Keith’s update: I have confirmed this via IT professionals at NASA and in several places across the U.S. that Comcast DNS is broken – but only for NASA.gov, it would seem.
Keith’s update: Alan Boyle from MSNBC tweeted some good advice – change your DNS setting to Google’s Public DNS. Info here.
Keith’s update: Everything works again. Apparently NASA provided an update key for DNS and the new key did not match the Comcast key. So Comcast simply cut off DNS access for all of its customers to everything at NASA.gov. The old key has been sent by NASA and everything works again – so far.
I just ran into this but it wasn’t just NASA. I had problems accessing a lot of pages around the net, including Google and FB. So I don’t think it was something specifically directed at NASA, at least in my experience.
They are about to lose a customer, given that I work for NASA and now cannot see my own web sites or work mail from home. Effing idiots…
Perhaps you should be staying with Comast as they are one of the few ISP’s that are actually trying to make sure that the DNS answers that receive have not been compromised.
If you run DNSSEC analysis tools, you will find the following problem in NASA’s chain of trust, according to Verisign Lab’s debugger tool:
“The DNSKEY RRset was not signed by any keys in the chain-of-trust”.
The tools is at: http://dnssec-debugger.veri…
yep, just had a fascinating IM chat with one of the front-line tech support reps. they have no clue.
not true. I can still access NASA.gov
A colleague just reported that she could not reach my .nasa.gov site, so this is definitely happening. Nice.
I am a Comcast subscriber, and I don’t have any trouble getting to Nasa.gov.
There is also OpenDNS
http://www.opendns.com/
Nothing new, I used to use Comcast for several years before switching to Verizon FiOS. I still run into issues, but they were much more frequent under Comcast, and DNS was usually the culprit. Once switching to OpenDNS most of the problems went away.
This was no a Comcast error. NASA botched a DNSSEC key rollover. You don’t stop using the current DNSKEY before the parent zone has
published the DS records for the new DNSKEY.
yeesh, what does this have to do with SOPA?
Everyone is worried about security. A signature key did not match. They have a system configured to not resolve until it matches. It was noticed, and the key fixed. What’s the big deal? If the NASA site would have been impersonated, everyone would be on their case for not checking if the keys really match, and Keith would be in their face about “what do they think these keys are for?”Disclaimer – I didn’t check what the keys mean – just noticed that there was no argument that there was a discrepancy.

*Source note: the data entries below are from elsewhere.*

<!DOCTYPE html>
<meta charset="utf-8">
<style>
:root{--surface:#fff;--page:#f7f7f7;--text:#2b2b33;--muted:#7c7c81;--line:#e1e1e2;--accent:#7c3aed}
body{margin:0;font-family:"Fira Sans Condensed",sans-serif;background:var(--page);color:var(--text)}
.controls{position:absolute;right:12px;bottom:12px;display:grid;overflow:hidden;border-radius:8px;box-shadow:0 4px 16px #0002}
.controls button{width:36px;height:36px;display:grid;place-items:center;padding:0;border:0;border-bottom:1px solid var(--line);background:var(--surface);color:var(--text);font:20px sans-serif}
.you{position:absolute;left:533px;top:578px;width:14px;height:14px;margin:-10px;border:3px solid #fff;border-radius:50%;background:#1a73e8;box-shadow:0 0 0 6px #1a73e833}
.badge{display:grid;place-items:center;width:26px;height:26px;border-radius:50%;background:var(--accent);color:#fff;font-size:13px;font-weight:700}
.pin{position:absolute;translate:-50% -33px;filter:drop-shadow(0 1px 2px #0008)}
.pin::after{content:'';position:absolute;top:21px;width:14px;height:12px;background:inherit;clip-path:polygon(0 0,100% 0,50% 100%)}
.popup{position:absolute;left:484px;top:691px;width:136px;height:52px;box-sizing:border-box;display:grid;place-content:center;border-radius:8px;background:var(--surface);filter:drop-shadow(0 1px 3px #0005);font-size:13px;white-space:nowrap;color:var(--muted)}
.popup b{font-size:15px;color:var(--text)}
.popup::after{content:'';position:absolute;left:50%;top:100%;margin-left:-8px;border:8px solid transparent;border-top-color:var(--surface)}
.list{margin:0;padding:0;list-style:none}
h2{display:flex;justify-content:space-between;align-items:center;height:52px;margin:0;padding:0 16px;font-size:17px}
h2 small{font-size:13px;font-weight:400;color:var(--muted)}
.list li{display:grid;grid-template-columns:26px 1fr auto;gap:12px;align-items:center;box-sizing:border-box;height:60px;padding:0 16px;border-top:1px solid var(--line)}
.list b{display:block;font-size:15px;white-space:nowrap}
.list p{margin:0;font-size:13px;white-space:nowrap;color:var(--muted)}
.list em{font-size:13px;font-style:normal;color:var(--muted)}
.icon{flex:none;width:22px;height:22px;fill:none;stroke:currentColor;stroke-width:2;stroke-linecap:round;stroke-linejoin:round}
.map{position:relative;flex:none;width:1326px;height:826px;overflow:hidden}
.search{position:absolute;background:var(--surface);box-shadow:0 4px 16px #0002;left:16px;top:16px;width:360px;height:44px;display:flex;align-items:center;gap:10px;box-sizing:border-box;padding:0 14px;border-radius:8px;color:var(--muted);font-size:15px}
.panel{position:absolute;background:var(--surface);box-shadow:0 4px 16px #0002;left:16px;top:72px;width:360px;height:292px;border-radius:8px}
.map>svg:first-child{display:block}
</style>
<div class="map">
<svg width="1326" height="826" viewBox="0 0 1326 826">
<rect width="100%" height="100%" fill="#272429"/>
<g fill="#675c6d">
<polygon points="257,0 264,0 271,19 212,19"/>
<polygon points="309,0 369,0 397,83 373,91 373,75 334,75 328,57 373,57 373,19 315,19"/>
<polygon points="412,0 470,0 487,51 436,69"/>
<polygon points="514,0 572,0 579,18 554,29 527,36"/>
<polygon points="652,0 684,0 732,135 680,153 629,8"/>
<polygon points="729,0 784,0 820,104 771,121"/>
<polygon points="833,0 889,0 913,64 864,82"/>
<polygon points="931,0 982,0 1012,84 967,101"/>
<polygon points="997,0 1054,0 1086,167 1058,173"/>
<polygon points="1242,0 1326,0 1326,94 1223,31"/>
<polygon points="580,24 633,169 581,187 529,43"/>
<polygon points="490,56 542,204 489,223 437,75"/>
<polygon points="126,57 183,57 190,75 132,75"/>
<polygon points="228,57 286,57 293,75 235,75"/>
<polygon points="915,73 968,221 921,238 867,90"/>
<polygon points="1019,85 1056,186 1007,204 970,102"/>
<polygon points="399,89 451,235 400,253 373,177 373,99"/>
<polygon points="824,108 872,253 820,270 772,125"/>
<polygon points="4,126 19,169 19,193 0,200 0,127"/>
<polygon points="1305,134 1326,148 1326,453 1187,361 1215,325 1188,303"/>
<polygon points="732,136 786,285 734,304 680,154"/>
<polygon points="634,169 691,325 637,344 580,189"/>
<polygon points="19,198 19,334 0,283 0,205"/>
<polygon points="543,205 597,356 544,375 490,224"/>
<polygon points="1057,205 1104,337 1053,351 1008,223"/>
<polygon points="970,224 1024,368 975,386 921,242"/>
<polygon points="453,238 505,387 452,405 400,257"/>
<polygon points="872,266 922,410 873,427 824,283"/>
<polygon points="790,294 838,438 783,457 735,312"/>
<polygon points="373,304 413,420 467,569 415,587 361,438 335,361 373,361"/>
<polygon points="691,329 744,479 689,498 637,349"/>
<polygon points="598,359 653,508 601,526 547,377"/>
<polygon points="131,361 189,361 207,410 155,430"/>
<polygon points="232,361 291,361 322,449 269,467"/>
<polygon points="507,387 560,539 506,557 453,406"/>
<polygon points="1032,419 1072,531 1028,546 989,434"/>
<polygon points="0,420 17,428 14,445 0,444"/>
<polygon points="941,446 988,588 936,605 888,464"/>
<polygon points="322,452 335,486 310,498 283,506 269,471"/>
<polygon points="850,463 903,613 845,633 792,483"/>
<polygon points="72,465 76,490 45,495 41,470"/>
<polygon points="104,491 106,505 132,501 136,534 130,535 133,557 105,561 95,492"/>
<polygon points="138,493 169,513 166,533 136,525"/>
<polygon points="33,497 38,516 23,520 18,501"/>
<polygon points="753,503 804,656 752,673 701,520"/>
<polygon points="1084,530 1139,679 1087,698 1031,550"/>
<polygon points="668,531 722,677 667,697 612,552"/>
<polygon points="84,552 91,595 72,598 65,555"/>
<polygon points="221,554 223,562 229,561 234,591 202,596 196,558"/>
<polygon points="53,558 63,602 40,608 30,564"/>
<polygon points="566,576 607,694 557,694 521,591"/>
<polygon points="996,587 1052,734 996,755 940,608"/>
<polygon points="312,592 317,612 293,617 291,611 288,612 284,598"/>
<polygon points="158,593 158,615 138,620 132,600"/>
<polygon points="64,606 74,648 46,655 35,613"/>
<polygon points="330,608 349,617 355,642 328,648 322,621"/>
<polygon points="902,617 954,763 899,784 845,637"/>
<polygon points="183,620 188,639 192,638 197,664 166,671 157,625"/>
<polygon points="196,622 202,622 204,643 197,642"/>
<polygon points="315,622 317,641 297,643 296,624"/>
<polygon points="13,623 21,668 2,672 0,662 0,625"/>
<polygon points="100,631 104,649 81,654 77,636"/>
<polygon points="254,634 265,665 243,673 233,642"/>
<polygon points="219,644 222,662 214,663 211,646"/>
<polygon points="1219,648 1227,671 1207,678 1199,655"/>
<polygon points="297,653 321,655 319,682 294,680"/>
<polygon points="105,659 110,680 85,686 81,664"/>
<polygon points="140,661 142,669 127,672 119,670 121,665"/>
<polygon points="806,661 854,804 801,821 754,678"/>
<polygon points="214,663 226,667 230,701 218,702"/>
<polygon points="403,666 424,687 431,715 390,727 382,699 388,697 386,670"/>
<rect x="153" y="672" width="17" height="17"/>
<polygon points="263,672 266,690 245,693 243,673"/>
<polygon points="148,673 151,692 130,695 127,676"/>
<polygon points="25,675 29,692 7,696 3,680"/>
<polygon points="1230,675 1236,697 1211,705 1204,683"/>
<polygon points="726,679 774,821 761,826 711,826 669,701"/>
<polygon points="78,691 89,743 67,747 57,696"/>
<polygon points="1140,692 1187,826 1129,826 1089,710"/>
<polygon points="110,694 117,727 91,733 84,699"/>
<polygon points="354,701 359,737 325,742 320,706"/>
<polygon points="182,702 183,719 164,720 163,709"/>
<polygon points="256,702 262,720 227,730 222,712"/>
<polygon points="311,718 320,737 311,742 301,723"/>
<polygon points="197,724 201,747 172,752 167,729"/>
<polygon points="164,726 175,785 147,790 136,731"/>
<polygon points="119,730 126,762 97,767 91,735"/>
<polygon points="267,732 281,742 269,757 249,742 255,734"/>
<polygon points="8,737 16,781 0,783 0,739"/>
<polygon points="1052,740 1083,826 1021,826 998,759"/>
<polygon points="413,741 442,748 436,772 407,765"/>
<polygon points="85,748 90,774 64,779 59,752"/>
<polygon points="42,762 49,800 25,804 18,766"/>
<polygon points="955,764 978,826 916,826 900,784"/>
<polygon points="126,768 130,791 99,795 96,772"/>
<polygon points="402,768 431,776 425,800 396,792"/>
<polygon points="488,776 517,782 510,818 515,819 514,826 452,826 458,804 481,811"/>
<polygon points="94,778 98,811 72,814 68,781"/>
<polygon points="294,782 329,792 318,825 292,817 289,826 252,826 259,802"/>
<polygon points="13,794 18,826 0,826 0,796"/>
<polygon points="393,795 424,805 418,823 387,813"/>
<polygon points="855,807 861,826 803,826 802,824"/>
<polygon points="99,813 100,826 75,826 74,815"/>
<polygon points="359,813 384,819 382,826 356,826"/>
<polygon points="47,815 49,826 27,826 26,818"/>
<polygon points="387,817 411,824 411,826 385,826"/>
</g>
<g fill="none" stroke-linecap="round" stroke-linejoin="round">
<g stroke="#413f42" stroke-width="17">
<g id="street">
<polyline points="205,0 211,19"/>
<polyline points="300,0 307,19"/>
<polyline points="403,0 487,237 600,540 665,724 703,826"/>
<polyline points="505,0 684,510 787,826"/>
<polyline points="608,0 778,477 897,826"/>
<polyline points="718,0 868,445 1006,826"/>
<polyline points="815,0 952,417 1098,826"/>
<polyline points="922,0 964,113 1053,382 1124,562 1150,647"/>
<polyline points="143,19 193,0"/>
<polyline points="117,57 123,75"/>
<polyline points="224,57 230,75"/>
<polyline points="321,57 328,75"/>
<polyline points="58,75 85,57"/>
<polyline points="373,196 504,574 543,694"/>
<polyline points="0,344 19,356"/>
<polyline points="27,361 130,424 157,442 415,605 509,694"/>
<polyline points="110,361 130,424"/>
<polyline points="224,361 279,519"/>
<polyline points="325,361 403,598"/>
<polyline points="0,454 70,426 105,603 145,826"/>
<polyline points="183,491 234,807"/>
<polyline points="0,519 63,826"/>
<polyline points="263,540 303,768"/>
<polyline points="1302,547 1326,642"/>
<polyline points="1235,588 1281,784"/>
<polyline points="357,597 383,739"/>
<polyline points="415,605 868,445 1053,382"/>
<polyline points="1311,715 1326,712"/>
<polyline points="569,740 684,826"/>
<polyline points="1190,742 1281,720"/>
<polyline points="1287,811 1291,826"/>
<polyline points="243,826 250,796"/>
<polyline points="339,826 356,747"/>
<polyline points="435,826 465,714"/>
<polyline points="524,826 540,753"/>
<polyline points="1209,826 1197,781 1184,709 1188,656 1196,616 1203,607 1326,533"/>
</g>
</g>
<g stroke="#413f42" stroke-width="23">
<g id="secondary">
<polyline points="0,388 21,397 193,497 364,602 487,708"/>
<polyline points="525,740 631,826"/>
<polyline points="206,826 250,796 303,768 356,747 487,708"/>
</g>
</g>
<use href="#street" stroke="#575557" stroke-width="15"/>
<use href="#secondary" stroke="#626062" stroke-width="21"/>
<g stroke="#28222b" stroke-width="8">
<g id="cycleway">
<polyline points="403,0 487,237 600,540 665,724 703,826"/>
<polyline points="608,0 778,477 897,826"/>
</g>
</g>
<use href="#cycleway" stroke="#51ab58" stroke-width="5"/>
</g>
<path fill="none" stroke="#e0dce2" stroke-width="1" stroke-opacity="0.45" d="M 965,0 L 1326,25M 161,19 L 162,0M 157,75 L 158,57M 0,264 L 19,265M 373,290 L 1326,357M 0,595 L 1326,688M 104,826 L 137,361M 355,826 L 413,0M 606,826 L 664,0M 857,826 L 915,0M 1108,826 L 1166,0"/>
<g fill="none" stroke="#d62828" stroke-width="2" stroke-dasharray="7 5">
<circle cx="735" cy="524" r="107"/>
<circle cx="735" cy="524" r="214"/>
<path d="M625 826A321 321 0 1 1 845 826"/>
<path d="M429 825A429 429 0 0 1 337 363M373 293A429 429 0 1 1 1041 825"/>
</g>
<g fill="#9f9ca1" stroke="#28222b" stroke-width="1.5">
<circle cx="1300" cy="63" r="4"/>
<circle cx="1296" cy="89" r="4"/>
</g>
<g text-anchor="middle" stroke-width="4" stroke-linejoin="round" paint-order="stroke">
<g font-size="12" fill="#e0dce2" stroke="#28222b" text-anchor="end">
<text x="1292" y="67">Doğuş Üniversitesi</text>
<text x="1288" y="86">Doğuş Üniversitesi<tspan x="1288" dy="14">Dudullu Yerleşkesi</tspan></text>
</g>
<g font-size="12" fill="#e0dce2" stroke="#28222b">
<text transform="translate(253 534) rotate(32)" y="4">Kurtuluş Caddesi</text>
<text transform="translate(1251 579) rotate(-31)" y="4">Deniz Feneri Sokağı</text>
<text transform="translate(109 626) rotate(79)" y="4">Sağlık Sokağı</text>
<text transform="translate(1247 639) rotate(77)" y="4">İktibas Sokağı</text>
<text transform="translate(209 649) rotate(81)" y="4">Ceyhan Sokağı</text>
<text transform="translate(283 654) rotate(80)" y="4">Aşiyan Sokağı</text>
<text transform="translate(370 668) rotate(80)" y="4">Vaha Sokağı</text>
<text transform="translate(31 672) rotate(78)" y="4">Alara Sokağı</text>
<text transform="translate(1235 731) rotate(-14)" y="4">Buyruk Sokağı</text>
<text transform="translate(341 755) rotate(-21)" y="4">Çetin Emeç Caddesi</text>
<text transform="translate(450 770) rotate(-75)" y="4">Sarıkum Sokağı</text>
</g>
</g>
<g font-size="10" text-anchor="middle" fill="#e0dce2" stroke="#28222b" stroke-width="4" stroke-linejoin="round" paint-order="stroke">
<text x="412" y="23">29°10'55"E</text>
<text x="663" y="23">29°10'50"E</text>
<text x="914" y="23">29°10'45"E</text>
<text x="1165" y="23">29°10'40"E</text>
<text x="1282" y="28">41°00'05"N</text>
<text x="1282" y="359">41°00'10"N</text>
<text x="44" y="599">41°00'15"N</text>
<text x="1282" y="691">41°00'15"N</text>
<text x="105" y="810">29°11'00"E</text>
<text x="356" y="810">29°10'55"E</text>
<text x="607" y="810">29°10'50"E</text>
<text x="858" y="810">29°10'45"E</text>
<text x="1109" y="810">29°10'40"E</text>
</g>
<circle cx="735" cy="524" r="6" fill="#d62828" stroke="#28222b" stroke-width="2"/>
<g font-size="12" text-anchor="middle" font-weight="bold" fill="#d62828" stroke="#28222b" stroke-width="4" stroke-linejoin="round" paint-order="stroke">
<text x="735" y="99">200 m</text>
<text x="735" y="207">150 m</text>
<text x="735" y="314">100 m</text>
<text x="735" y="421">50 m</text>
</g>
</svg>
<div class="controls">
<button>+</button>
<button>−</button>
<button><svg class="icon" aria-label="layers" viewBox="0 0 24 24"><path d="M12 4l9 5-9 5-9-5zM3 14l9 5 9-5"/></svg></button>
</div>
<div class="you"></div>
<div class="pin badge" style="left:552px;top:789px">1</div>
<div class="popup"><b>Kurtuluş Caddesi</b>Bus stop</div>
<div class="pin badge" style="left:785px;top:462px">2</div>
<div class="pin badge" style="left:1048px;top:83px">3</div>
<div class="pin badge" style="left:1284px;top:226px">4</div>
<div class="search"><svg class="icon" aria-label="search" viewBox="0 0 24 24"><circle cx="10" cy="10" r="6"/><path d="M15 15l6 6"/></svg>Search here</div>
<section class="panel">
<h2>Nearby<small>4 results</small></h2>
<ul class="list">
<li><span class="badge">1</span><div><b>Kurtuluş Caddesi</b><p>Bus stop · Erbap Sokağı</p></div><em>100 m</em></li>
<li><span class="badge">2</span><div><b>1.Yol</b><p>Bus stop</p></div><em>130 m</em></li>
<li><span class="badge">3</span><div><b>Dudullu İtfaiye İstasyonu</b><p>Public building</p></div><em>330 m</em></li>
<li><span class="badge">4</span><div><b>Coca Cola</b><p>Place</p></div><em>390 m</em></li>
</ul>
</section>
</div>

Yes, it appears this was due to Comcast implementing DNSSEC… Hate to say it, but NASA was in the wrong here… If you’re going to spend the effort to sign your DNS records, you really should get it right…
Looks like it was NASA’s fault.
http://forums.comcast.com/t…
I have Time Warner which never had NASA channel.
Cancelled my cable about 2 years ago.
Get NASA TV via ROKU Internet streaming box.
More correctly, NASA failed to ensure that the DS records for NASA.GOV matched the DNSKEY records for NASA.GOV. Comcast just lookup up the published information and detected the discrepancy and correctly refused to return answers which did not validate as correct.
As for changing your DNS servers, you need to wonder if you can really trust DNS servers that failed to detect this. What else are they failing to detect?